I'm also about your size and narrowed my search down to Wilderness System Tarpon120. I ruled out Ocean Kayak Prowler13 because its seat arrangement did not allow my son to sit in front of me.


----------



## RedskinFan228 (Jun 28, 2004)

seasalt i went to those websites and looked and read about all of them and the tarpon 120 looks good. There are several I like but that one seems reasonably priced got good reviews. I will be looking for some used ones first.

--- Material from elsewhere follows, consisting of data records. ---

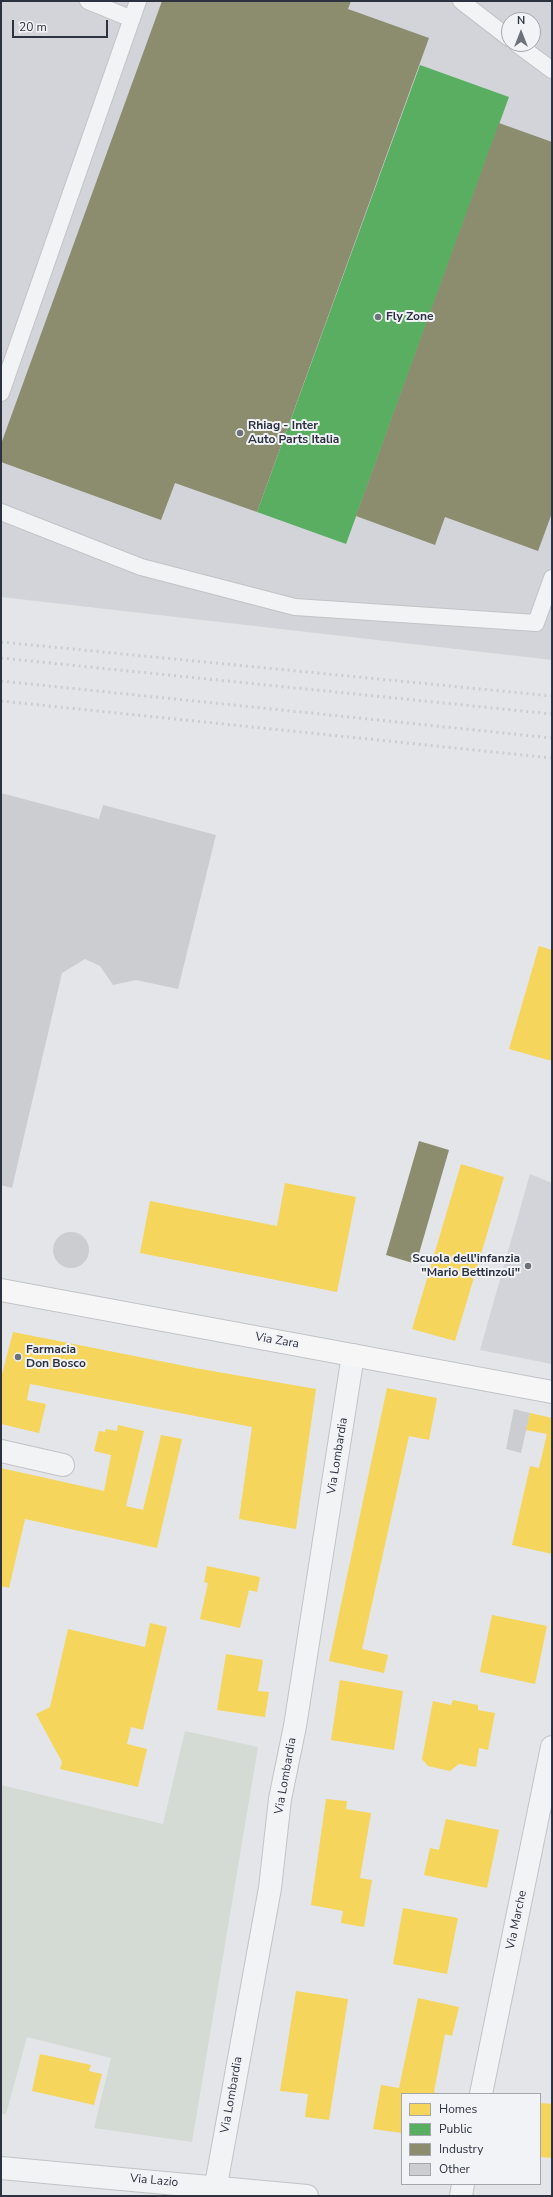 <!DOCTYPE html>
<style>
body{margin:0}
#map{position:relative;width:553px;height:2197px;overflow:hidden;background:#e3e5e8;font-family:"Nunito Sans",sans-serif}
canvas{display:block}
.frame{position:absolute;inset:0;border:2px solid #2c323f;pointer-events:none}
.legend{position:absolute;left:401px;top:2093px;width:140px;height:92px;box-sizing:border-box;background:#f1f3f6;border:1px solid #a2a6ad;margin:0;padding:5px 7px;list-style:none;font-size:12px;color:#2c323f}
.legend li{display:flex;align-items:center;gap:8px;height:20px}
.legend b{width:20px;border:1px solid #a2a6ad}
.north{position:absolute;left:501px;top:12px;width:40px;height:40px;box-sizing:border-box;background:#f1f3f6;border:1px solid #a2a6ad;border-radius:50%;rotate:0deg;font-size:11px;font-weight:700;line-height:16px;text-align:center;color:#2c323f}
.north::after{content:'';display:block;margin:auto;width:14px;height:18px;background:#6c717a;clip-path:polygon(50% 0,100% 100%,50% 72%,0 100%)}
.scale{position:absolute;left:12px;top:20px;width:96px;height:18px;box-sizing:border-box;border:2px solid #2c323f;border-top:0;padding-left:5px;font-size:12px;line-height:14px;white-space:nowrap;color:#2c323f;-webkit-text-stroke:3px #f1f3f6;paint-order:stroke}
</style>
<div id="map">
<canvas width="553" height="2197"></canvas>
<div class="frame"></div>
<ul class="legend">
<li><b style="height:11px;background:#f6d55c"></b>Homes</li>
<li><b style="height:11px;background:#5aae61"></b>Public</li>
<li><b style="height:11px;background:#8c8c6e"></b>Industry</li>
<li><b style="height:11px;background:#cccdd0"></b>Other</li>
</ul>
<div class="north">N</div>
<div class="scale">20 m</div>
</div>
<script>
const c = document.querySelector('canvas').getContext('2d');
c.lineJoin = 'round';
function paint(path, color) { c.fillStyle = color; c.fill(path, 'evenodd'); }
const shape = rows => new Path2D(rows.map(r => 'M' + r).join(''));
function stroke(path, color, width, dash) { c.strokeStyle = color; c.lineWidth = width; c.lineCap = dash ? 'butt' : 'round'; c.setLineDash(dash || []); c.stroke(path); }
function write(font, color, halo, rows, align = 'center') {
  c.font = font + ' "Nunito Sans",sans-serif'; c.lineWidth = 4; c.setLineDash([]); c.textBaseline = 'middle'; c.strokeStyle = halo; c.fillStyle = color; for (const [text, x, y, turn = 0] of rows) {
    c.save(); c.translate(x, y); c.rotate((+turn || 0) * Math.PI / 180); c.textAlign = isNaN(turn) ? turn : align; if (halo) c.strokeText(text, 0, 0); c.fillText(text, 0, 0); c.restore();
  }
}
paint(shape([
 [1,1,552,1,552,660,1,597],
 [509,20,533,20,533,44,509,44],
 [530,1174,552,1183,552,1364,480,1350]
]), '#d2d4da');
paint(shape([
 [185,1731,258,1747,192,2142,94,2128,111,2058,27,2037,6,2114,1,2114,1,1785,163,1824]
]), '#d4dbd4');
paint(shape([
 [539,946,552,950,552,1061,509,1049],
 [461,1164,504,1177,455,1341,412,1329],
 [285,1183,356,1197,337,1292,140,1253,150,1201,277,1226],
 [13,1332,195,1368,316,1389,296,1529,239,1519,252,1427,30,1384,27,1400,46,1404,39,1433,1,1424,1,1378],
 [387,1388,437,1398,429,1440,409,1436,362,1649,388,1655,384,1673,329,1661],
 [530,1413,552,1418,552,1554,512,1545,530,1466,539,1468,547,1434,526,1430],
 [118,1425,144,1431,126,1506,143,1510,161,1435,182,1439,157,1548,25,1519,9,1588,1,1586,1,1468,104,1491,111,1455,94,1451,99,1431,105,1432,106,1429,117,1431],
 [207,1566,260,1577,257,1592,249,1590,240,1628,200,1619,208,1583,204,1582],
 [492,1615,547,1626,535,1684,480,1672],
 [150,1623,167,1627,143,1730,131,1727,127,1744,147,1749,138,1787,60,1769,62,1762,36,1714,50,1707,68,1629,145,1647],
 [226,1654,263,1660,258,1691,269,1692,265,1717,217,1710],
 [340,1680,403,1691,394,1750,331,1740],
 [453,1700,478,1705,478,1710,495,1713,488,1750,479,1748,476,1767,459,1764,450,1771,428,1766,422,1759,433,1701,451,1705],
 [326,1799,347,1801,346,1809,371,1813,360,1878,372,1880,364,1927,341,1923,343,1911,311,1905],
 [446,1819,499,1830,487,1888,424,1875,430,1848,439,1850],
 [403,1908,458,1918,447,1974,393,1964],
 [296,1991,348,1999,329,2120,305,2117,308,2094,280,2091],
 [418,1998,459,2007,452,2036,445,2034,434,2092,438,2094,402,2094,402,2133,373,2129,381,2085,399,2088],
 [40,2054,91,2065,89,2071,102,2074,94,2105,32,2091],
 [540,2103,552,2104,552,2158,540,2157]
]), '#f6d55c');
paint(shape([
 [420,65,509,97,346,544,257,512]
]), '#5aae61');
paint(shape([
 [162,1,351,1,348,9,429,38,257,512,175,483,161,520,1,462,1,444],
 [499,123,552,142,552,513,538,551,445,517,435,545,356,516],
 [419,1141,449,1150,416,1264,386,1255]
]), '#8c8c6e');
paint(shape([
 [1,793,99,819,103,805,216,835,178,989,136,980,113,985,100,966,85,959,62,973,12,1188,1,1185],
 '53 1250a18 18 0 1 1 36 0a18 18 0 1 1-36 0Z',
 [514,1409,530,1413,521,1453,506,1449]
]), '#cccdd0');
const lane = shape([
 [88,1,132,19],
 [461,1,509,38],
 [517,44,552,70],
 [1,393,138,1],
 [1,512,141,567,295,607,536,623,552,578]
]);
const street = shape([
 [1,1451,63,1465],
 [481,2094,552,1747],
 [1,2168,307,2196],
 [214,2196,270,1888,280,1799,295,1726,353,1355],
 [461,2196,463,2184]
]);
const secondary = shape([
 [1,1290,552,1392]
]);
stroke(lane, '#c2c3c6', 18);
stroke(street, '#c2c3c6', 24);
stroke(secondary, '#c2c3c6', 24);
stroke(lane, '#f2f3f4', 16);
stroke(street, '#f2f3f4', 22);
stroke(secondary, '#f6f6f6', 22);
stroke(shape([
 [1,642,552,696],
 [1,658,552,714],
 [1,681,552,738],
 [1,701,552,758]
]), '#cbcdcf', 3, [2, 4]);
for (const [x, y, r, color] of [
 [378,317,4,"#6c717a"],
 [240,433,4,"#6c717a"],
 [528,1266,4,"#6c717a"],
 [18,1357,4,"#6c717a"]
]) { const dot = new Path2D(); dot.arc(x, y, r, 0, 2 * Math.PI); c.fillStyle = color; c.fill(dot); stroke(dot, '#f1f3f6', 1.5); }
write('bold 12px', '#2c323f', '#f1f3f6', [
 ["Fly Zone",386,317],
 ["Rhiag - Inter",248,426],
 ["Auto Parts Italia",248,440],
 ["Scuola dell'infanzia",520,1259,"right"],
 ["\"Mario Bettinzoli\"",520,1273,"right"],
 ["Farmacia",26,1350],
 ["Don Bosco",26,1364]
], 'left');
write('12px', '#2c323f', '#f1f3f6', [
 ["Via Zara",277,1341,10],
 ["Via Lombardia",338,1456,-81],
 ["Via Lombardia",286,1776,-80],
 ["Via Marche",517,1920,-78],
 ["Via Lombardia",232,2095,-80],
 ["Via Lazio",154,2181,5]
]);
</script>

Also I will check out all the types they have at the show this weekend.

Thanks for your help.


----------



## Mark G (Nov 15, 2004)

*Redskins fan*

I don't know if you have seen the comparison chart that Kayakfishingstuff.com has. It is an excellent comparison between different kayaks.

I am 5'11" and weigh 190. I have the OK prowler 13 and love it. I took it the OBX and had a blast paddling through the ocean surf. It is very sturdy in my opinion, but it is the only one I have ever tried, so I don't have anything to reference it against. Your best bet will be the demo day to try out a variety and find what you like.

My .02. 

If the dealers don't have a prowler 13 on hand, you're welcome to demo mine. I plan on being there, weather permitting.


----------



## RedskinFan228 (Jun 28, 2004)

> If the dealers don't have a prowler 13 on hand, you're welcome to demo mine. I plan on being there, weather permitting.


Hey Surf Rat that is mighty nice of you I may have to take you up on that offer


----------



## Mark G (Nov 15, 2004)

*Redskins fan*

No problem, still haven't nailed down my plans, but if I make it I will be in a green GMC Safari van ( plate #YAT 8909) with a yellow Yak on top.

Hope to meet you there.


----------



## ruthless (Sep 5, 2003)

The manufacturers reps from Ocean Kayak, Hobie, Wilderness Systems, Perception/Dagger, and Old Town will be there.


----------



## RedskinFan228 (Jun 28, 2004)

thanks Cat if you are there i will find you. I will be driving a iszuzu rodeo bule and grey with a ******* tire cover on the back


ruthless thanks for the update look forward to seeing the demo's


----------